[Stored items]
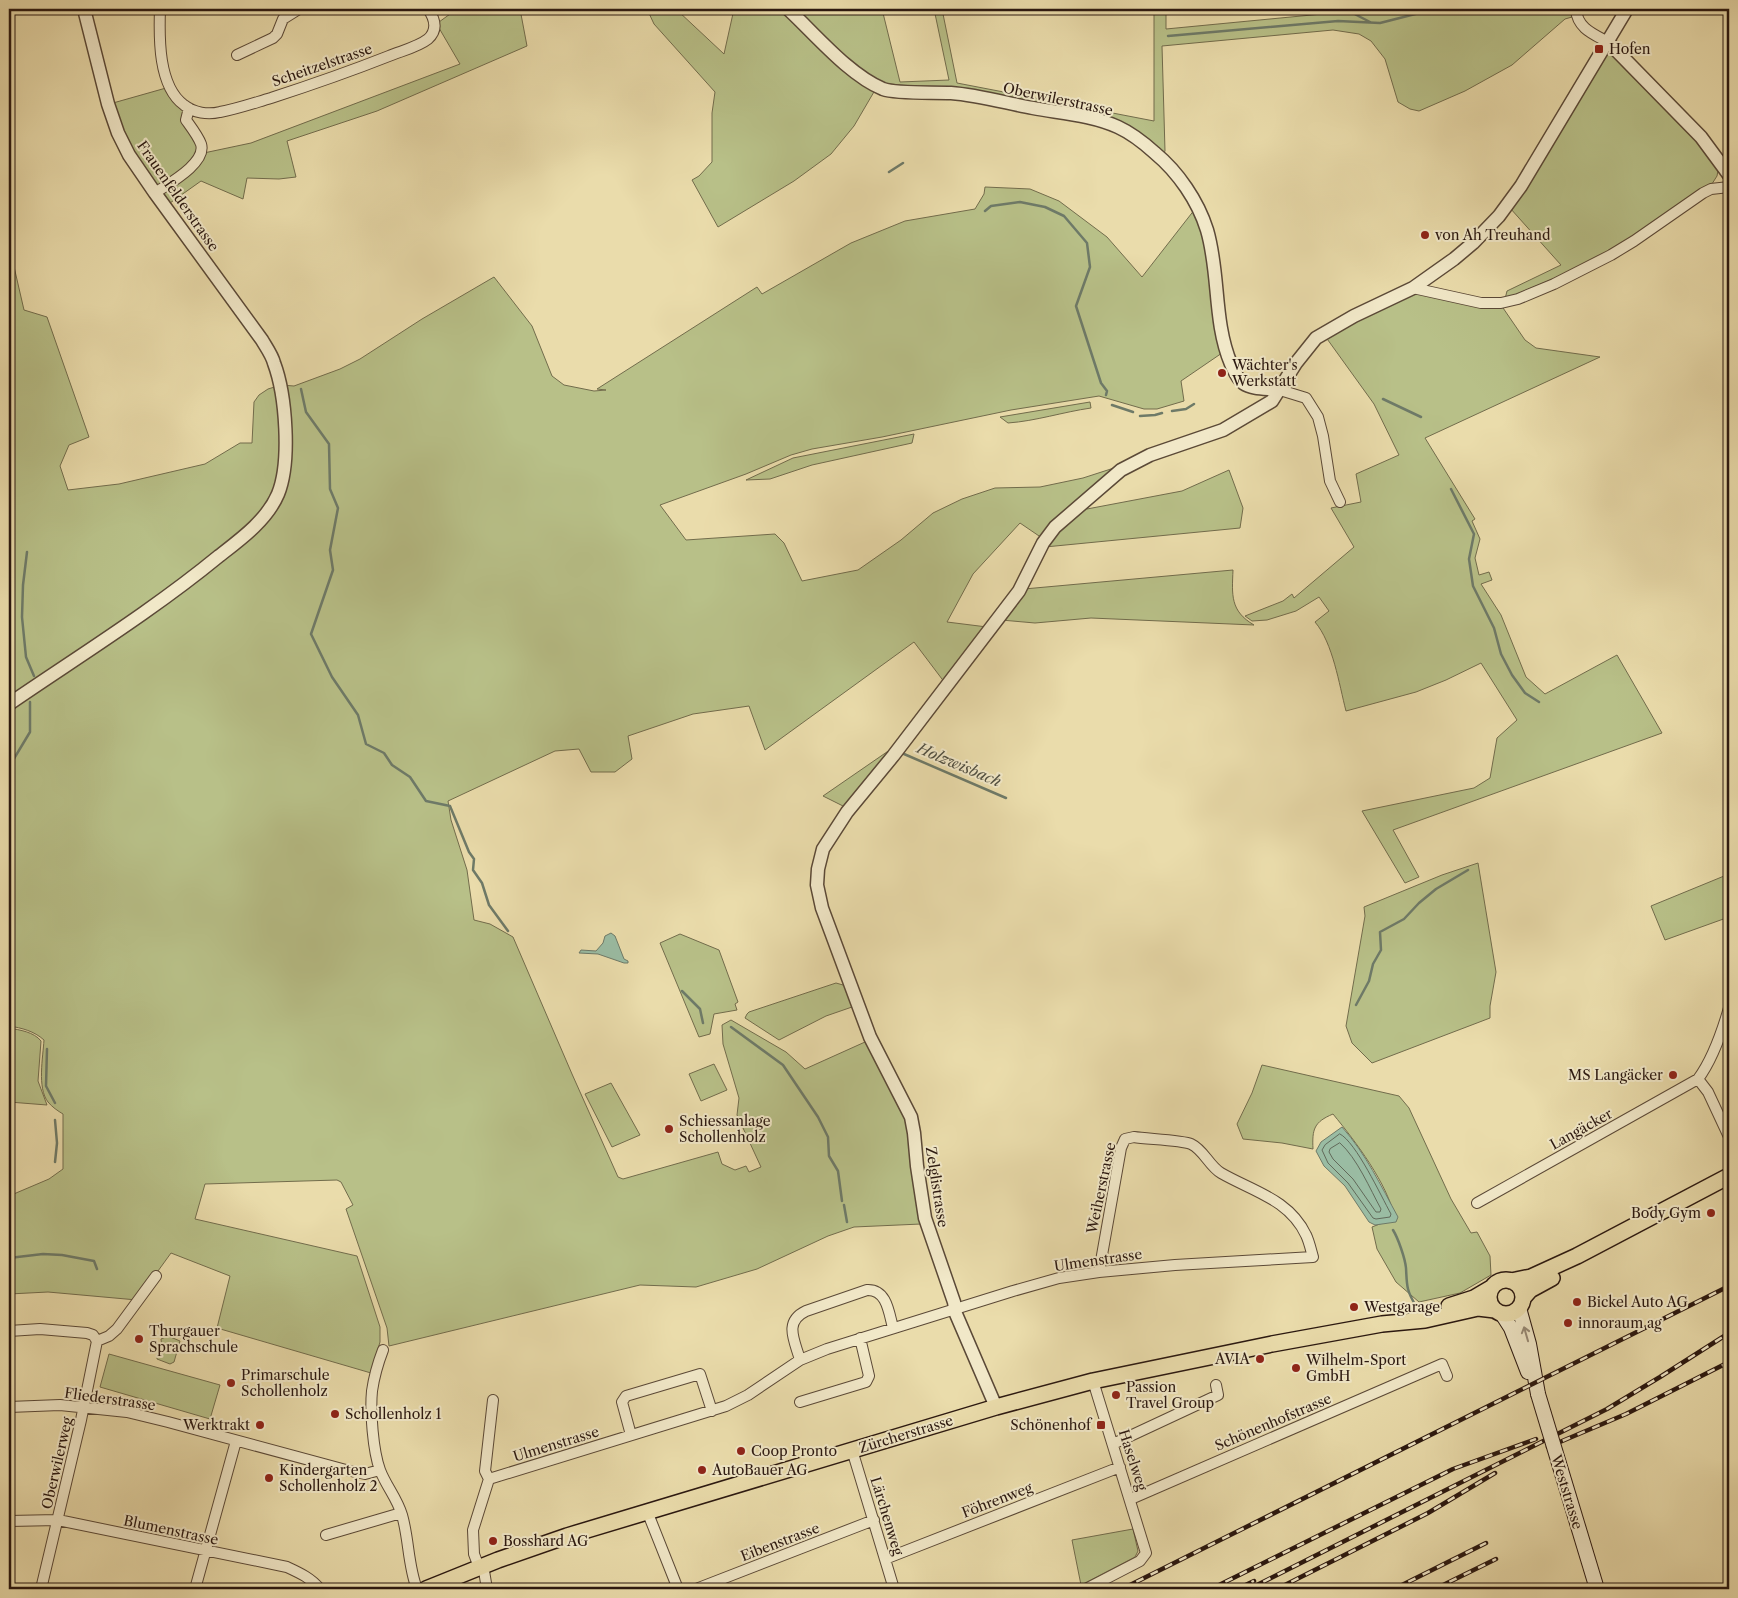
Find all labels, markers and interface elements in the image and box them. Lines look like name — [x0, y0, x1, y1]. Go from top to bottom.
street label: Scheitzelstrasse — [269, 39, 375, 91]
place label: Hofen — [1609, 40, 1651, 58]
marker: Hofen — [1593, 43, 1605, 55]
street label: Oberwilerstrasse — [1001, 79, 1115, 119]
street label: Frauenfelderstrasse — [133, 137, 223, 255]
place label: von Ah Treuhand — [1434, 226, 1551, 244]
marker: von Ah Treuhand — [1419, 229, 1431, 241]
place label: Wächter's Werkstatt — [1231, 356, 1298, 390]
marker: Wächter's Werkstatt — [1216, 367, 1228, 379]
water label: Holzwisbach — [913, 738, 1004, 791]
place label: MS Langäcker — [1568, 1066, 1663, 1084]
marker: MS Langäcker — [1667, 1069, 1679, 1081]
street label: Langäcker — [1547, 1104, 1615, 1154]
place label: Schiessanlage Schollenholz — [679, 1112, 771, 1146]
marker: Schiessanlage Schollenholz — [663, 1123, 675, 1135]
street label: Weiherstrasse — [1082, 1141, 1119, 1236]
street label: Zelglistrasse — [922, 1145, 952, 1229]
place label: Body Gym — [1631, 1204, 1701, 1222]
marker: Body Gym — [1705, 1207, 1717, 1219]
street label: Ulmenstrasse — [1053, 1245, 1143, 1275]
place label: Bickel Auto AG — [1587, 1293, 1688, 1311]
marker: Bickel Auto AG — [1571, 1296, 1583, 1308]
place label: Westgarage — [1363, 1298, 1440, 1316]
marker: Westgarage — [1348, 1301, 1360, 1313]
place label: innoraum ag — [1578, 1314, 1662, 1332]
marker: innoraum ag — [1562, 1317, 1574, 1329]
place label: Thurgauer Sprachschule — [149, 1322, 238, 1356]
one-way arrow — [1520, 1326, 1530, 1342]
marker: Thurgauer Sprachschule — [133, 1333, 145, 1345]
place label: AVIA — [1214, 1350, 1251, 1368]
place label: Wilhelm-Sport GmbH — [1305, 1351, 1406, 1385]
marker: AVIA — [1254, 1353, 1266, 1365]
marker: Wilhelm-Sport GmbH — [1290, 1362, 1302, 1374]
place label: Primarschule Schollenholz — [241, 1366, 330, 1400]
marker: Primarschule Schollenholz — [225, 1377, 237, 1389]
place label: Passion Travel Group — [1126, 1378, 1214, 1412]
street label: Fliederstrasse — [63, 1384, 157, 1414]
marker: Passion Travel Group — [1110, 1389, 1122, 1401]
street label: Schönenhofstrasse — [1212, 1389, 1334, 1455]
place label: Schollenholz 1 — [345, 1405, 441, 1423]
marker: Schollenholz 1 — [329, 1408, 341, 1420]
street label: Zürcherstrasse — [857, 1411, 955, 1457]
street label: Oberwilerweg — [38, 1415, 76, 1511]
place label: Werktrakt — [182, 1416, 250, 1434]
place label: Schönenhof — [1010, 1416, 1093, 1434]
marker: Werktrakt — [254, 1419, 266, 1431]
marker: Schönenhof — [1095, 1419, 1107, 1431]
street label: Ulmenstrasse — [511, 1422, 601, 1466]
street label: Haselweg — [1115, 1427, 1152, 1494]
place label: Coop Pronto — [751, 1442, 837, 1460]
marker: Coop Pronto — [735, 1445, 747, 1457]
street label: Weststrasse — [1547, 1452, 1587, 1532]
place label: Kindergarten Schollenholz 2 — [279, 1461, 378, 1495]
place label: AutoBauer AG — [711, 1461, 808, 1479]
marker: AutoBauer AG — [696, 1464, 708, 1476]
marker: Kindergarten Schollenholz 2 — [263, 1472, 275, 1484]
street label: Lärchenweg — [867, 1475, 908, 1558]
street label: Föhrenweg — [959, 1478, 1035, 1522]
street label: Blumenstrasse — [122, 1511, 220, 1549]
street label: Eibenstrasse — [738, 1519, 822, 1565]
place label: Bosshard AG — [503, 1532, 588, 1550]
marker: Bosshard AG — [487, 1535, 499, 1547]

■ Your assignment ■
Count the lines above in which the string "Kindergarten" occurs, and write the number with no other text.

■ Result for this task ■
2